> _WORK TASK_
Line by line, transcribe the data below exactly and pass over the images.

> _STORED DATA_
###

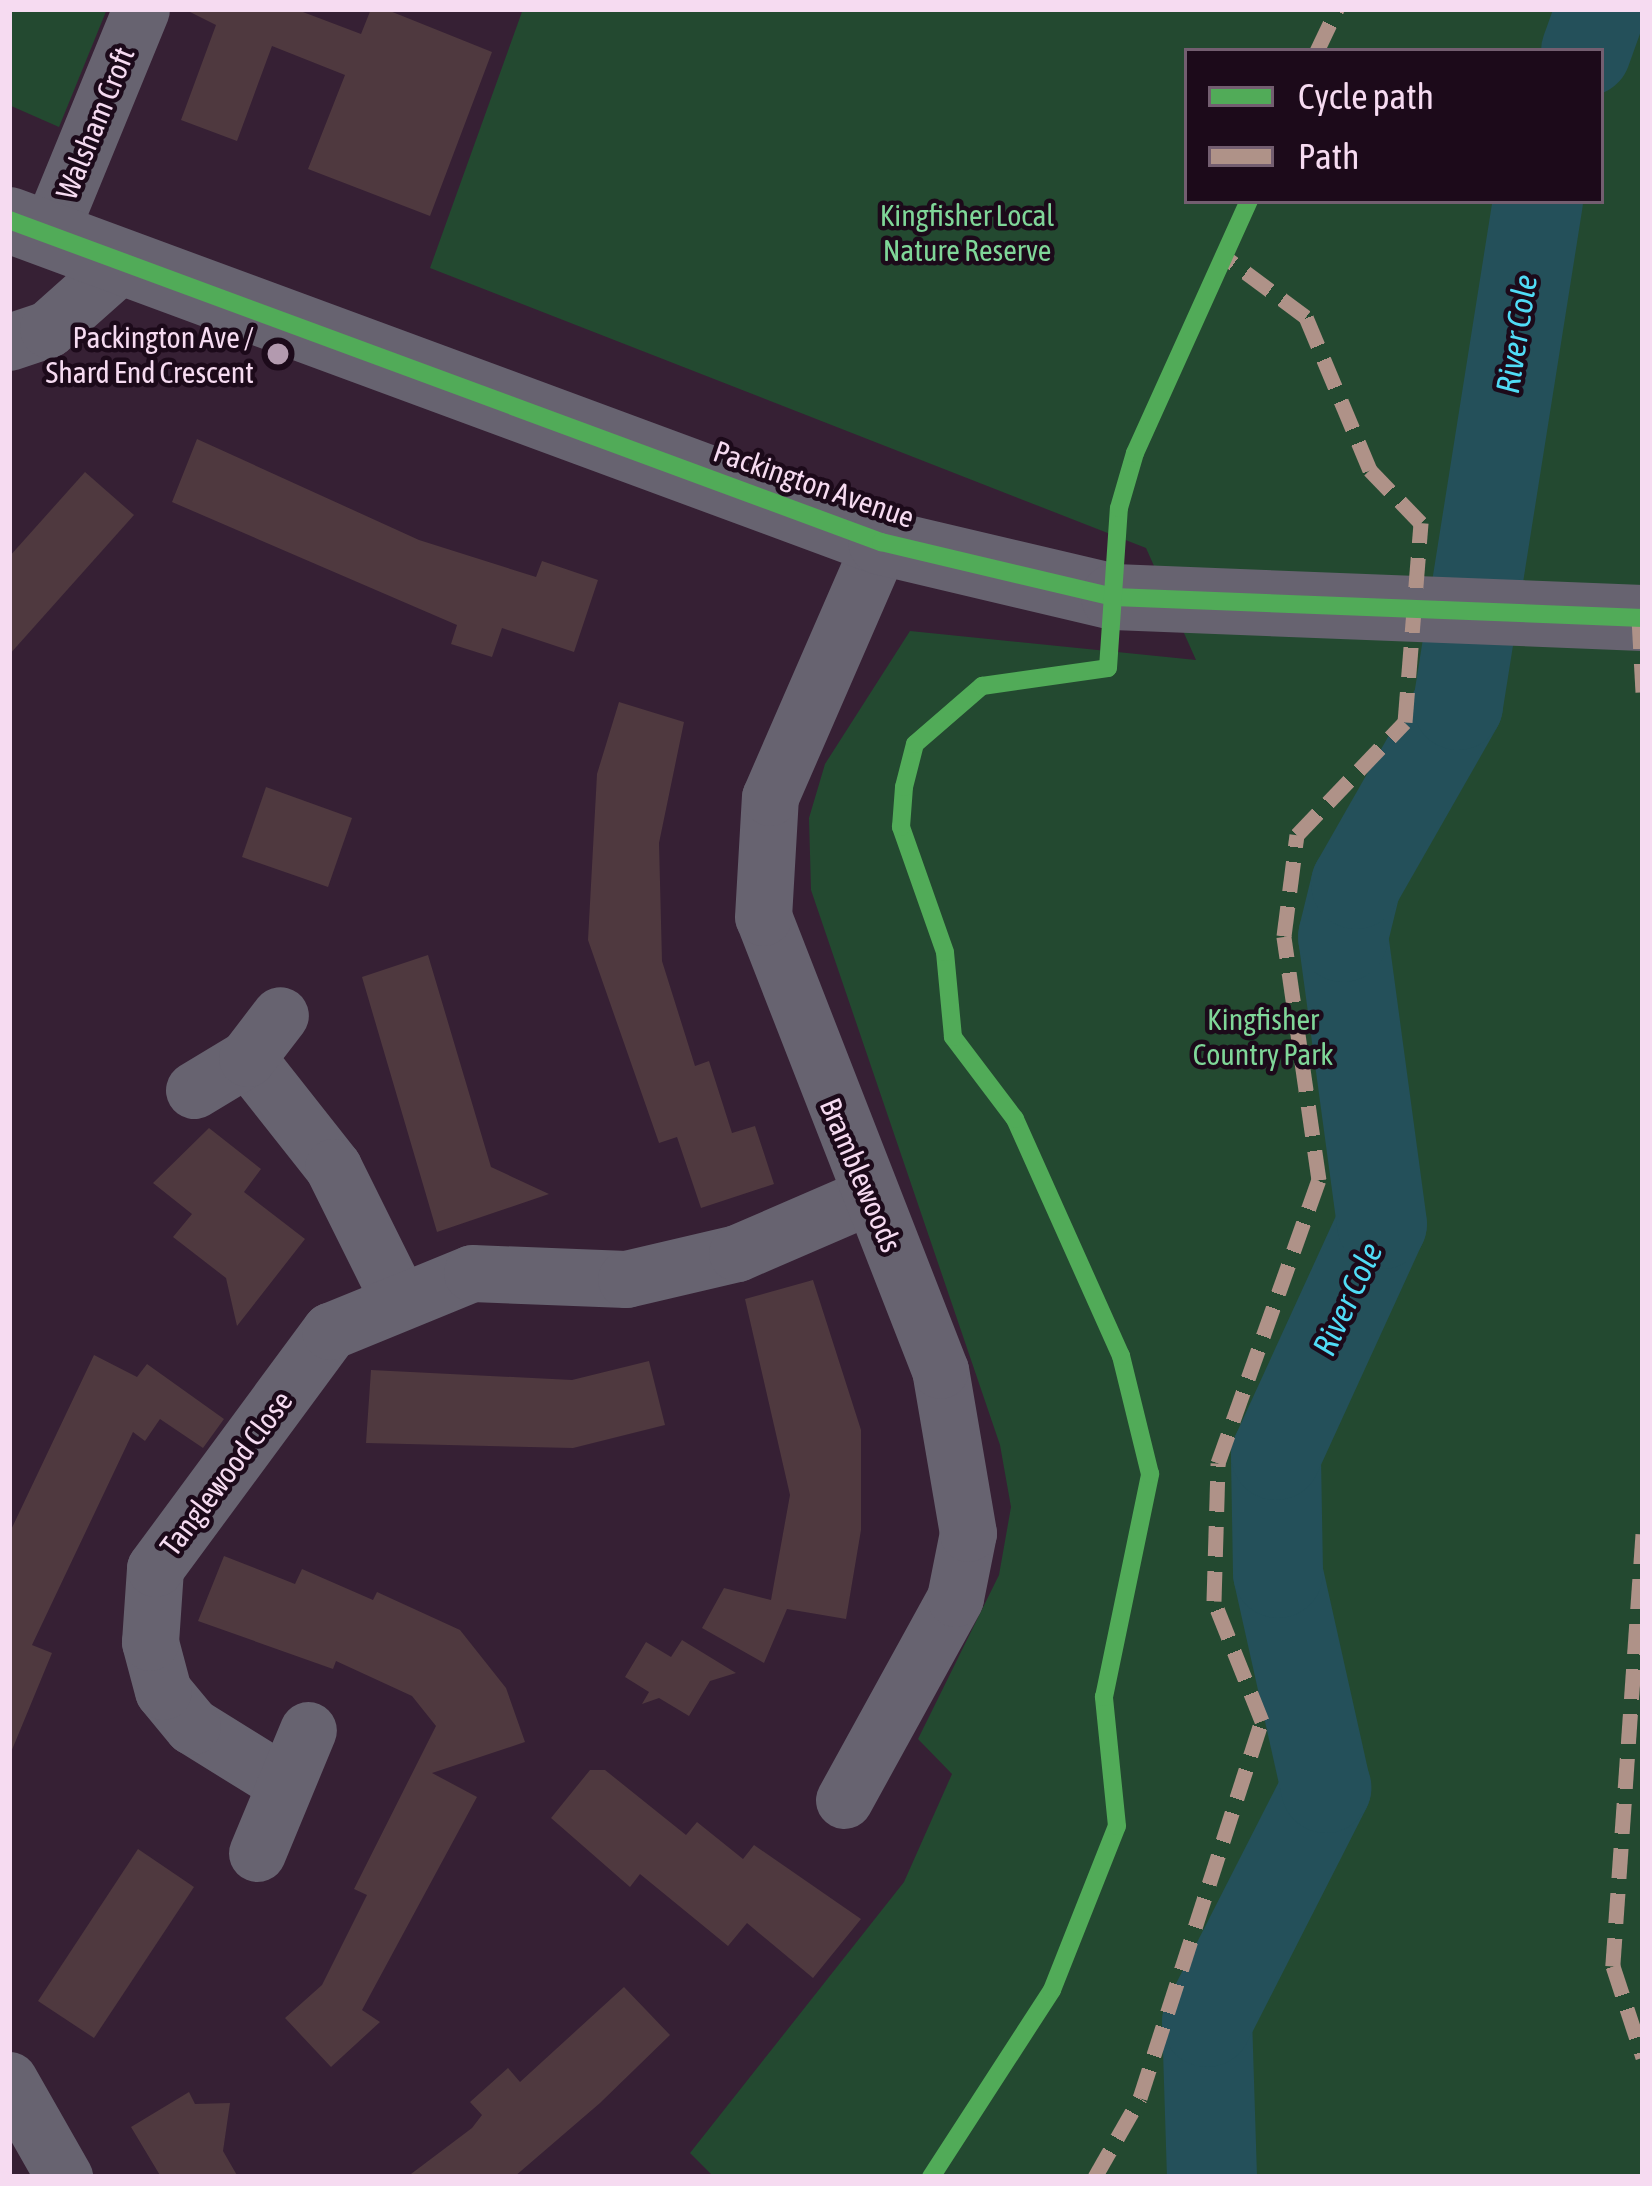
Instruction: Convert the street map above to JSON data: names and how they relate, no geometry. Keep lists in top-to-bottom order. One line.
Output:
{"streets":{"street":["Walsham Croft","Packington Avenue","Bramblewoods","Tanglewood Close"]},"crossings":[["Walsham Croft","Packington Avenue"],["Packington Avenue","Bramblewoods"],["Bramblewoods","Tanglewood Close"]],"water":["River Cole"],"parks":["Kingfisher Local Nature Reserve","Kingfisher Country Park"],"places":["Packington Ave / Shard End Crescent"],"legend":["Cycle path","Path"]}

###

> _WRITTEN ANSWER_
Instruction: Convert the street map above to JSON data: names and how they relate, no geometry. Keep lists in top-to-bottom order. One line.
Output:
{"streets":{"street":["Walsham Croft","Packington Avenue","Bramblewoods","Tanglewood Close"]},"crossings":[["Walsham Croft","Packington Avenue"],["Packington Avenue","Bramblewoods"],["Bramblewoods","Tanglewood Close"]],"water":["River Cole"],"parks":["Kingfisher Local Nature Reserve","Kingfisher Country Park"],"places":["Packington Ave / Shard End Crescent"],"legend":["Cycle path","Path"]}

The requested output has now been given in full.